Flambée du carburant : l’ACIL appelle à des mesures adaptées pour le secteur VTC

Une réunion s’est tenue aujourd’hui au ministère des Transports, en présence du ministre Philippe Tabarot et de la ministre déléguée à l’Énergie Maud Bregeon, consacrée à la hausse du prix du carburant.

L’Association des Chauffeurs Indépendants Lyonnais (ACIL) y représentait les travailleurs du secteur VTC.

Un impact immédiat sur des équilibres déjà fragiles

Cette réunion intervient dans un contexte déjà dégradé pour la profession. Le secteur fait face à une augmentation continue du nombre de chauffeurs, à une baisse des revenus et à une progression des commissions des plateformes.

Dans cet équilibre, la hausse du carburant produit un effet direct sur le revenu net des chauffeurs, sans possibilité d’ajustement.
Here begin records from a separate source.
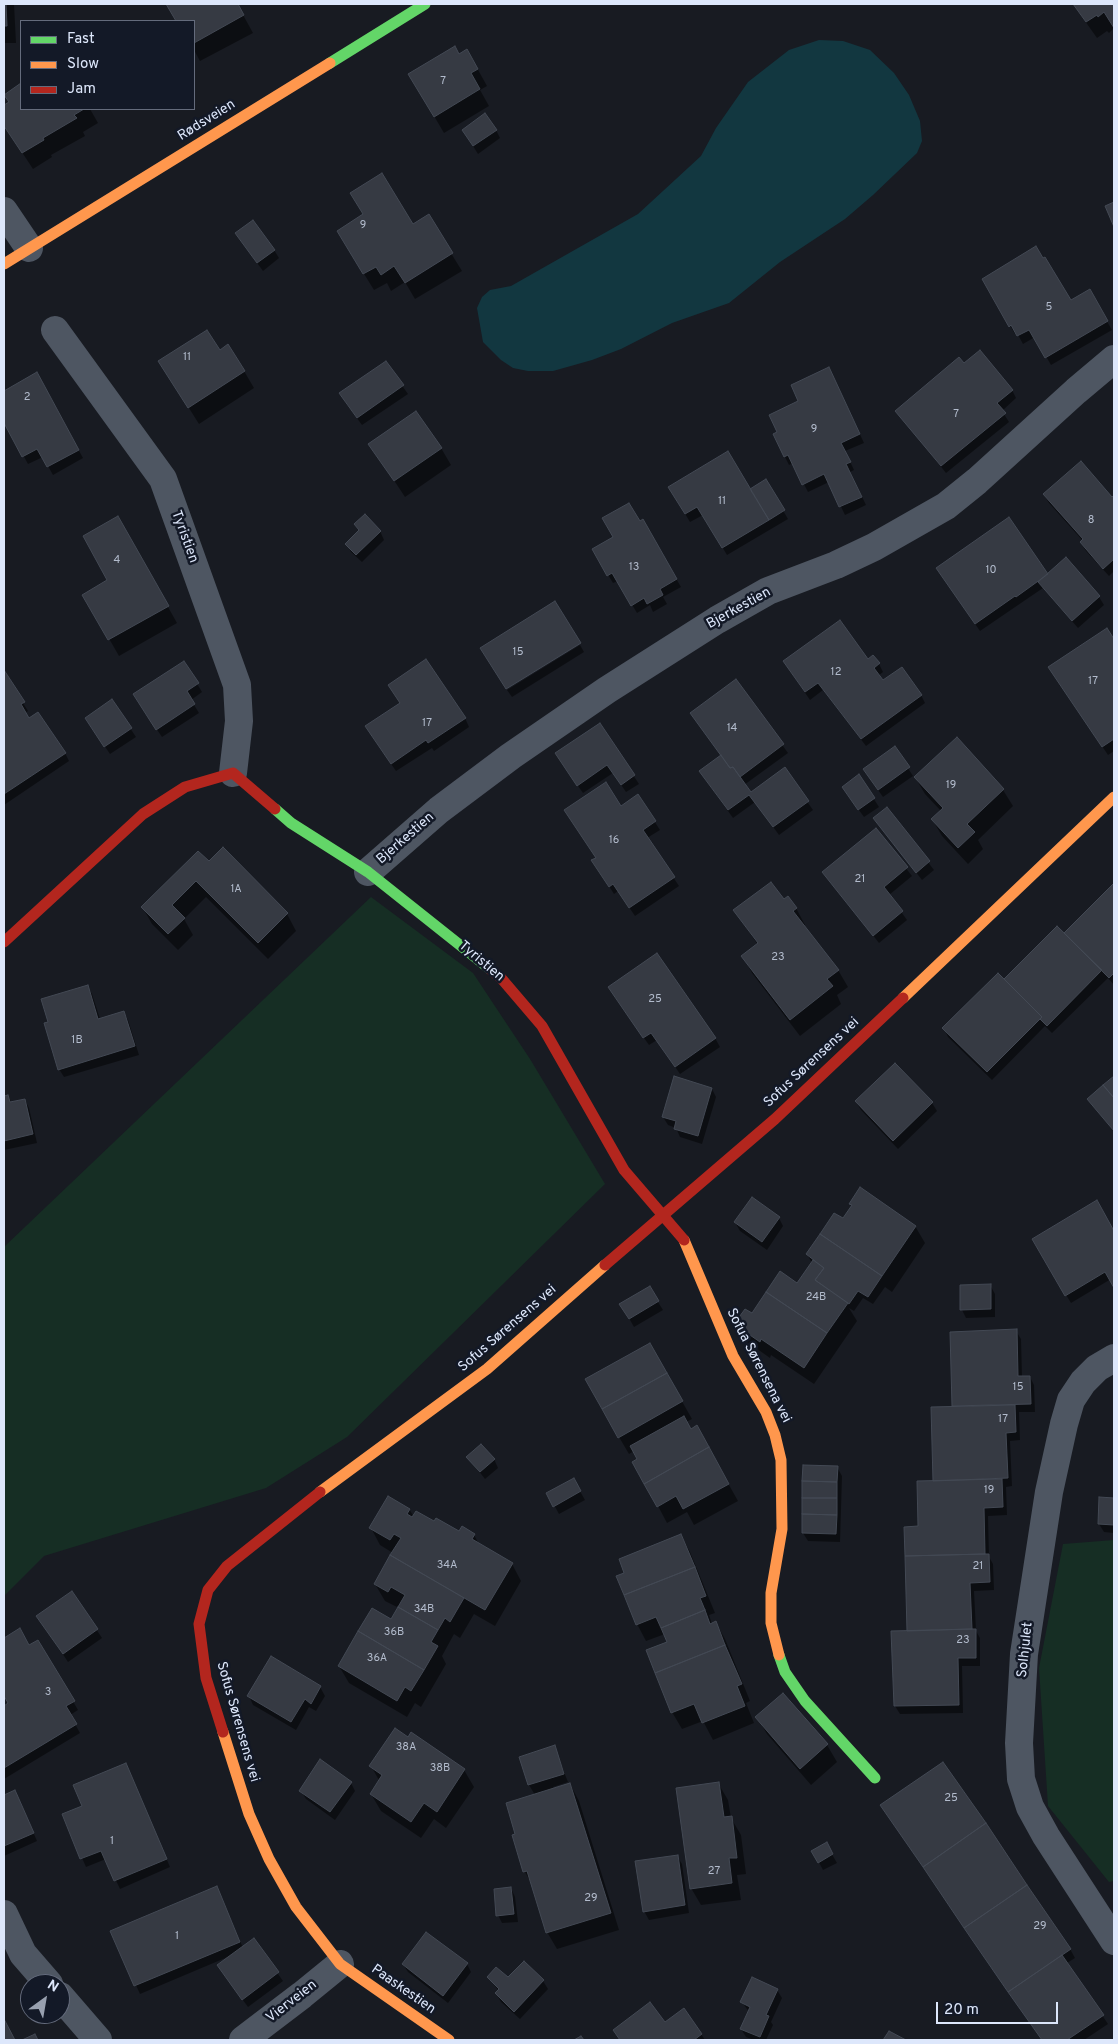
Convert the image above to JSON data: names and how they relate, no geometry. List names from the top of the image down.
{
  "streets": {
    "street": [
      "Rødsveien",
      "Tyristien",
      "Bjerkestien",
      "Sofus Sørensens vei",
      "Sofua Sørensena vei",
      "Solhjulet",
      "Paaskestien",
      "Vierveien"
    ]
  },
  "crossings": [
    ["Tyristien", "Bjerkestien"],
    ["Tyristien", "Sofus Sørensens vei"],
    ["Tyristien", "Sofua Sørensena vei"],
    ["Sofus Sørensens vei", "Sofua Sørensena vei"],
    ["Sofus Sørensens vei", "Paaskestien"],
    ["Sofus Sørensens vei", "Vierveien"],
    ["Paaskestien", "Vierveien"]
  ],
  "house_numbers": [
    "7",
    "9",
    "5",
    "11",
    "2",
    "7",
    "9",
    "11",
    "8",
    "4",
    "13",
    "10",
    "15",
    "12",
    "17",
    "17",
    "14",
    "19",
    "16",
    "21",
    "1A",
    "23",
    "25",
    "1B",
    "24B",
    "15",
    "17",
    "19",
    "34A",
    "21",
    "34B",
    "36B",
    "23",
    "36A",
    "3",
    "38A",
    "38B",
    "25",
    "1",
    "27",
    "29",
    "29",
    "1"
  ],
  "legend": ["Fast", "Slow", "Jam"],
  "scale_bar": "20 m",
  "north": "top right"
}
En effet, les chauffeurs VTC ne peuvent pas fixer librement leurs tarifs lorsqu’ils opèrent via les plateformes. Ils ne sont donc pas en mesure de répercuter l’augmentation de leurs coûts d’exploitation, ce qui accentue leur vulnérabilité économique.


Une différence de traitement persistante

L’ACIL a également rappelé l’existence d’une différence de traitement avec les autres professions du transport.

Contrairement aux transporteurs routiers de marchandises, au transport collectif de voyageurs ou aux taxis, les chauffeurs VTC ne bénéficient d’aucun mécanisme de remboursement partiel de l’accise sur l’énergie, alors même qu’ils exercent une activité professionnelle de transport.

Cette situation crée une inégalité de traitement qui fragilise encore davantage le secteur.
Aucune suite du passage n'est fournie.